BACKGROUND While pain is frequently associated with unipolar depression, few studies have investigated the link between pain and bipolar depression. In the present study we estimated the prevalence and characteristics of pain among patients with bipolar depression treated by psychiatrists in their regular clinical practice. The study was designed to identify factors associated with the manifestation of pain in these patients.

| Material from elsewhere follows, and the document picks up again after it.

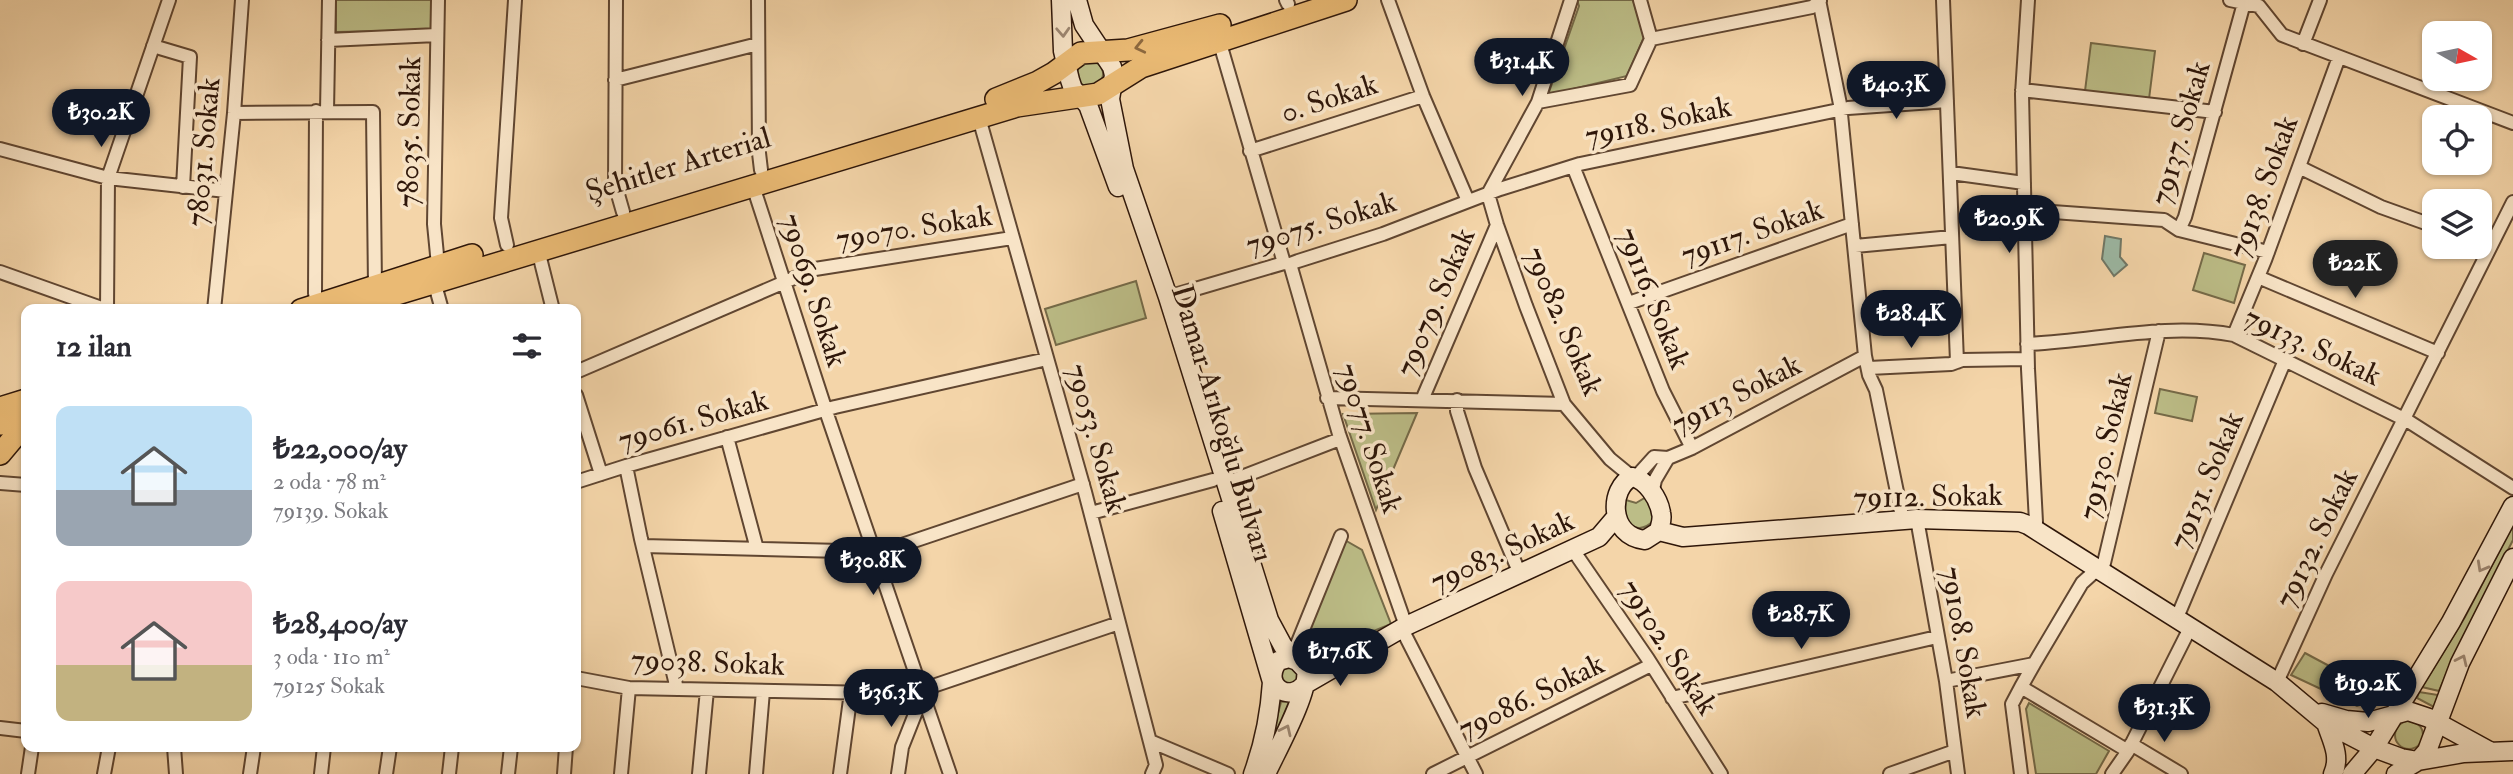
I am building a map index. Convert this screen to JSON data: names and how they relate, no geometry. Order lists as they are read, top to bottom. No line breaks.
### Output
{"streets":{"main road":["Şehitler Arterial","Damar Arıkoğlu Bulvarı","79112. Sokak","79083. Sokak"],"street":["0. Sokak","79118. Sokak","78035. Sokak","79137. Sokak","78031. Sokak","79138. Sokak","79075. Sokak","79070. Sokak","79117. Sokak","79069. Sokak","79116. Sokak","79079. Sokak","79082. Sokak","79133. Sokak","79113 Sokak","79061. Sokak","79053. Sokak","79077. Sokak","79130. Sokak","79131. Sokak","79132. Sokak","79108. Sokak","79102. Sokak","79038. Sokak","79086. Sokak"]},"crossings":[["0. Sokak","79077. Sokak"],["79118. Sokak","79075. Sokak"],["79118. Sokak","79116. Sokak"],["79118. Sokak","79082. Sokak"],["79118. Sokak","79108. Sokak"],["78035. Sokak","Şehitler Arterial"],["79137. Sokak","79138. Sokak"],["Şehitler Arterial","79069. Sokak"],["Şehitler Arterial","Damar Arıkoğlu Bulvarı"],["Şehitler Arterial","79053. Sokak"],["79138. Sokak","79133. Sokak"],["79075. Sokak","79082. Sokak"],["79075. Sokak","Damar Arıkoğlu Bulvarı"],["79075. Sokak","79077. Sokak"],["79070. Sokak","79069. Sokak"],["79070. Sokak","79053. Sokak"],["79117. Sokak","79116. Sokak"],["79117. Sokak","79108. Sokak"],["79069. Sokak","79061. Sokak"],["79069. Sokak","79038. Sokak"],["79116. Sokak","79113 Sokak"],["79079. Sokak","79082. Sokak"],["79082. Sokak","79113 Sokak"],["79082. Sokak","79112. Sokak"],["79133. Sokak","79130. Sokak"],["79133. Sokak","79131. Sokak"],["79133. Sokak","79132. Sokak"],["79113 Sokak","79112. Sokak"],["79113 Sokak","79108. Sokak"],["79061. Sokak","79053. Sokak"],["Damar Arıkoğlu Bulvarı","79083. Sokak"],["79053. Sokak","79038. Sokak"],["79077. Sokak","79083. Sokak"],["79077. Sokak","79086. Sokak"],["79130. Sokak","79112. Sokak"],["79131. Sokak","79112. Sokak"],["79112. Sokak","79132. Sokak"],["79112. Sokak","79108. Sokak"],["79083. Sokak","79102. Sokak"],["79102. Sokak","79086. Sokak"]],"north":"right","page":{"price":["₺31.4K","₺40.3K","₺30.2K","₺20.9K","₺22K","₺28.4K","₺30.8K","₺28.7K","₺17.6K","₺19.2K","₺36.3K","₺31.3K"],"heading":"12 ilan","list":[{"name":"₺22,000/ay","note":"2 oda · 78 m² · 79139. Sokak"},{"name":"₺28,400/ay","note":"3 oda · 110 m² · 79125 Sokak"}]}}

METHODS Patients diagnosed with bipolar disorder (n=121) were selected to participate in a cross-sectional study in which DSM-IV-TR criteria were employed to identify depressive episodes. The patients were asked to describe any pain experienced during the study, and in the 6 weeks beforehand, by means of a Visual Analogical Scale (VAS). RESULTS Over half of the bipolar depressed patients (51.2%, 95% CI: 41.9%-60.6%), and 2/3 of the female experienced concomitant pain. The pain was of moderate to severe intensity and prolonged duration, and it occurred at multiple sites, significantly limiting the patient's everyday activities. The most important factors associated with the presence of pain were older age, sleep disorders and delayed diagnosis of bipolar disorder. CONCLUSIONS Chronic pain is common in bipolar depressed patients, and it is related to sleep disorders and delayed diagnosis of their disorder. More attention should be paid to study the presence of pain in bipolar depressed patients, in order to achieve more accurate diagnoses and to provide better treatment options.